Now, this case is both polarizing and politically charged, and it has seemed, at times, as if each side is operating in a totally different universe. However, my view is that these lapses by the state obscure the main point here, which is that minors shouldn’t be walking around with weapons and acting as vigilantes.
Think about it: Kyle Rittenhouse, who was 17, drove half an hour across state lines with an illegally possessed weapon to essentially act as a child soldier for small-business owners. Isn’t that something any sane person should disagree with?
The conversation should not be about what threats were made to Rittenhouse when he entered a belligerent crowd with a loaded gun, but why he was there – a minor with a gun – in the first place. The prosecutors seem to have blurred this one very clear issue with their strategy, and that is obviously going to piss off a lot of people, no matter where they stand on this case.
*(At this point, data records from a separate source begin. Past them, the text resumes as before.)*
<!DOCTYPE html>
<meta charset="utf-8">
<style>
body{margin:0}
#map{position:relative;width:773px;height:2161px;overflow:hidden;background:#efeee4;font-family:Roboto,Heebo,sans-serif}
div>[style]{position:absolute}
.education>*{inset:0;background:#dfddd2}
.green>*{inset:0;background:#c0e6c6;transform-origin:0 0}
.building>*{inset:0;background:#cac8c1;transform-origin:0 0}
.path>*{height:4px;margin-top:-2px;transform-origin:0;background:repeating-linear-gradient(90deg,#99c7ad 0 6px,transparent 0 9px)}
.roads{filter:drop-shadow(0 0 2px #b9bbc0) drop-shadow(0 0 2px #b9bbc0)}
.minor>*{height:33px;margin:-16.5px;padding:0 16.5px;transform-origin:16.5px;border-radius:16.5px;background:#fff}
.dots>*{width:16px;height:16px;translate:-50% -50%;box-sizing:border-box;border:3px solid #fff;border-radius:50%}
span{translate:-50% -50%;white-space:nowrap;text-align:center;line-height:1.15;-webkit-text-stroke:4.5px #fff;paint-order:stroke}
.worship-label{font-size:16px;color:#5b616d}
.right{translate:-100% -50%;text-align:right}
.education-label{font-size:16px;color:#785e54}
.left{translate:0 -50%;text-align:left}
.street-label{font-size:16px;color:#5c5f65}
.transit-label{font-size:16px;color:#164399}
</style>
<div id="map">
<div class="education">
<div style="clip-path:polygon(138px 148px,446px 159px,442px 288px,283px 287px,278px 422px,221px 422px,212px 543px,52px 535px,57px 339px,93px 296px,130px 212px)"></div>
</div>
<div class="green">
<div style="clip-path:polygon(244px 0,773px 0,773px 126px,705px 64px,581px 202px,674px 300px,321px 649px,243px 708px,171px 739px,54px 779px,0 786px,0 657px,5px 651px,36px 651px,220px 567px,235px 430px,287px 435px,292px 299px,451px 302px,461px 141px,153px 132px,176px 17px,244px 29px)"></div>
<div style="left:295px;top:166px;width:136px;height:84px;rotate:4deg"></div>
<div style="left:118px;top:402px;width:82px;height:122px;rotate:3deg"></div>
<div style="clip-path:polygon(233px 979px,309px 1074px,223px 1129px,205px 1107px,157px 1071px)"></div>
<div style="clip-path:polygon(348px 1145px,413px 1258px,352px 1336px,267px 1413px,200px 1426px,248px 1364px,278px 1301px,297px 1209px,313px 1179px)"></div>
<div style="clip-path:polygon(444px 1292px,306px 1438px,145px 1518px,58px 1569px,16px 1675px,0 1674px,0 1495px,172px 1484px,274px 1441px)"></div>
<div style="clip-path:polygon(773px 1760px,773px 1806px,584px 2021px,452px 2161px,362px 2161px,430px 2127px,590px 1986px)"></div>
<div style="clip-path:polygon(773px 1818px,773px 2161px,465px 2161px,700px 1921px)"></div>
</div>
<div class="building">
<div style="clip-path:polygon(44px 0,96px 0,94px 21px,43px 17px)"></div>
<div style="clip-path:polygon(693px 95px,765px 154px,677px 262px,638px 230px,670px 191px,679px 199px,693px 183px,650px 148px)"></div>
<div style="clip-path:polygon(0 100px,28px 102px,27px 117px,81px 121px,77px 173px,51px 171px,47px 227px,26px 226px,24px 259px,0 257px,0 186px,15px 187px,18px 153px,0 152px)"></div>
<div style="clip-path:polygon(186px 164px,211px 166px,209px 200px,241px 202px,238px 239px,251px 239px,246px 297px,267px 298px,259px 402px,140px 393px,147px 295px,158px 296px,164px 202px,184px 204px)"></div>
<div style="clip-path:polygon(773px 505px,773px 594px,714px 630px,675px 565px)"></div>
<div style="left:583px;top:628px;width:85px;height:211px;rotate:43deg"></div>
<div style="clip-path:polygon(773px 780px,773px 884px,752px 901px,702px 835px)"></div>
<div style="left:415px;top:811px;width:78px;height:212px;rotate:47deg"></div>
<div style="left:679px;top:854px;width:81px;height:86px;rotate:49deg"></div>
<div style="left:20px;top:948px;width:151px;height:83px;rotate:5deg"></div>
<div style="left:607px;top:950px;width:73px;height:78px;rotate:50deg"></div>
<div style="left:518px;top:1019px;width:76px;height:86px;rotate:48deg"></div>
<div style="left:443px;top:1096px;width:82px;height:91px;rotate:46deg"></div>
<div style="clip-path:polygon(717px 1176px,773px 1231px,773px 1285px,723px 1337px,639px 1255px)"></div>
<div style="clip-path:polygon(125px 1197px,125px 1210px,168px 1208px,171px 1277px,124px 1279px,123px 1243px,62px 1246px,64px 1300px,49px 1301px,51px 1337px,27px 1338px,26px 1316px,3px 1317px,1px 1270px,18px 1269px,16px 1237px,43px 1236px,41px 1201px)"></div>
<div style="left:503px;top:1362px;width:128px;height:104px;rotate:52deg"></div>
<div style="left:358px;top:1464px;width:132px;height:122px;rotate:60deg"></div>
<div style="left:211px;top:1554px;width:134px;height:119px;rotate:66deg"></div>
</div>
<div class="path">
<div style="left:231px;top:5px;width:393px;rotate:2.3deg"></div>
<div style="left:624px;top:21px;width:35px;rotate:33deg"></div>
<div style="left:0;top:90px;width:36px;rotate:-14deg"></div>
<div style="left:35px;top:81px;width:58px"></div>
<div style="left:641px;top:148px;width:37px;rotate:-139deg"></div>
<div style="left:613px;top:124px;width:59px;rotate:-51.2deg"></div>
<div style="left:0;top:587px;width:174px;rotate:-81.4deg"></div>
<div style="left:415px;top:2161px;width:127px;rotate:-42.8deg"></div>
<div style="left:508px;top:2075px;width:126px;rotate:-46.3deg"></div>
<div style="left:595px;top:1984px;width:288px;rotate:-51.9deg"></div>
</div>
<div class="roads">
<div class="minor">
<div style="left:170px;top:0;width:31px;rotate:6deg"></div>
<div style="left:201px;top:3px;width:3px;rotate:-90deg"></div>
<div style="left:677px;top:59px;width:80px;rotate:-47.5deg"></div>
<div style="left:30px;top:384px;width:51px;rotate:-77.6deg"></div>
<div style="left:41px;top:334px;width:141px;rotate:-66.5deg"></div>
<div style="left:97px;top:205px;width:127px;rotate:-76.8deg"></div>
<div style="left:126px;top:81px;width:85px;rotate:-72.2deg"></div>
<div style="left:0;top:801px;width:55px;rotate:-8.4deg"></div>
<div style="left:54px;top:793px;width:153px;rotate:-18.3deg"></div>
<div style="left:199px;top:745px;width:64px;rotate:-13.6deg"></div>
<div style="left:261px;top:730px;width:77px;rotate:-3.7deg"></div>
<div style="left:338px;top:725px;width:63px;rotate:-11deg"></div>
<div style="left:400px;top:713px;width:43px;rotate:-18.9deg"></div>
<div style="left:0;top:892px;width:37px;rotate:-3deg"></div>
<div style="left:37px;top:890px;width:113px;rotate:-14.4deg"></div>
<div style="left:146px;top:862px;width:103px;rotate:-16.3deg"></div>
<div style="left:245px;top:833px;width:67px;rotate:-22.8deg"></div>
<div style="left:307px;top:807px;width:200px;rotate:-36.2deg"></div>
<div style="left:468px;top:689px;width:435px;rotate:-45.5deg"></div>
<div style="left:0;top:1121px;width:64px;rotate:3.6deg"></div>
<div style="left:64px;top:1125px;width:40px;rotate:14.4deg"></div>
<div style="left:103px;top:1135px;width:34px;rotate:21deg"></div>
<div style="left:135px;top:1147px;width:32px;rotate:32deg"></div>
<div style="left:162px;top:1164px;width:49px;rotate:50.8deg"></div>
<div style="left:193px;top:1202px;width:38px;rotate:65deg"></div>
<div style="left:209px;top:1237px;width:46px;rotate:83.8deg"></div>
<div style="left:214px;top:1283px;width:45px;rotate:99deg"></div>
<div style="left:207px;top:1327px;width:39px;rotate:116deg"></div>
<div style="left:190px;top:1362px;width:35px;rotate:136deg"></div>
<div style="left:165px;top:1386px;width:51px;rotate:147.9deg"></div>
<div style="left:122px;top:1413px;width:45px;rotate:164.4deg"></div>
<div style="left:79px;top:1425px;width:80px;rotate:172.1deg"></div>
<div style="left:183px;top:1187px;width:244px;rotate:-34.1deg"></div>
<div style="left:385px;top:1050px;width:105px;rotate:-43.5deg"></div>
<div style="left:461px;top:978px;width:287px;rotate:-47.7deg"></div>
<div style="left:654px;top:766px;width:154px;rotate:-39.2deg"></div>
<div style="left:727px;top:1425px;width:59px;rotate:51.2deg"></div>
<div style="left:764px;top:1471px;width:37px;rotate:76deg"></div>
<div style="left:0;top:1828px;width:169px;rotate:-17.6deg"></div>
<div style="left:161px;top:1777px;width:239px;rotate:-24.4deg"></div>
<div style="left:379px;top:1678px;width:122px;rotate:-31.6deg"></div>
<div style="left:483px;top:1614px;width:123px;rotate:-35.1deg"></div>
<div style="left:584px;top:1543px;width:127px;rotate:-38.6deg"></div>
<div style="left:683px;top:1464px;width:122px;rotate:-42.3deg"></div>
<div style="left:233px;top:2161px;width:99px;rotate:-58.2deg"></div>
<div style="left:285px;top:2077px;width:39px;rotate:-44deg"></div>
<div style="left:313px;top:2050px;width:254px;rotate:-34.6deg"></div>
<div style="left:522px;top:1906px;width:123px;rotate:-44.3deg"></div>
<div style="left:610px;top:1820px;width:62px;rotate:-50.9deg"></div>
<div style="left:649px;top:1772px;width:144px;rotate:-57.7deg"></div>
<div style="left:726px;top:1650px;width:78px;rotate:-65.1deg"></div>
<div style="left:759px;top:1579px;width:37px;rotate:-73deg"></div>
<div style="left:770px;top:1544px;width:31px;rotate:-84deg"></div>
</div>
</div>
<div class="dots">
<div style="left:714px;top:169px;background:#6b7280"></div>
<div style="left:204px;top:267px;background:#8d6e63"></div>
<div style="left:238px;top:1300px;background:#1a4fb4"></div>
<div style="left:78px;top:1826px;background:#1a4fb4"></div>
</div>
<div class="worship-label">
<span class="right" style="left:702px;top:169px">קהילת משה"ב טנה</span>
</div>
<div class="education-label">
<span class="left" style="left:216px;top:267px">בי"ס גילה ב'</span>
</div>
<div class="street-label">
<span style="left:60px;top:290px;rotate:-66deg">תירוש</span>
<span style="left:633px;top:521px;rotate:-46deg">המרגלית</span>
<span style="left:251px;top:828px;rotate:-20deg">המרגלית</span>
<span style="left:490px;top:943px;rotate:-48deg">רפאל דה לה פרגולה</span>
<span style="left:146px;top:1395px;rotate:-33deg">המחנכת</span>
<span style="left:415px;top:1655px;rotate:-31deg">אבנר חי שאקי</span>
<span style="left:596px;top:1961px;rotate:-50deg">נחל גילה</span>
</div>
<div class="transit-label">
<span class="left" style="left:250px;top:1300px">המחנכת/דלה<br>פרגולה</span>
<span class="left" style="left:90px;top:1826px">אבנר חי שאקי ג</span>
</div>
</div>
Those who believe Rittenhouse acted in self-defense will be really upset if he ends up behind bars after the testimony from some state witnesses, which they may well have found compelling. On the other hand, if he ends up walking free after this trial, there will be those who’ll accuse the state of not having done its job properly. And those people are also going to take it as a signal that the US justice system is apparently in favor of child soldiers.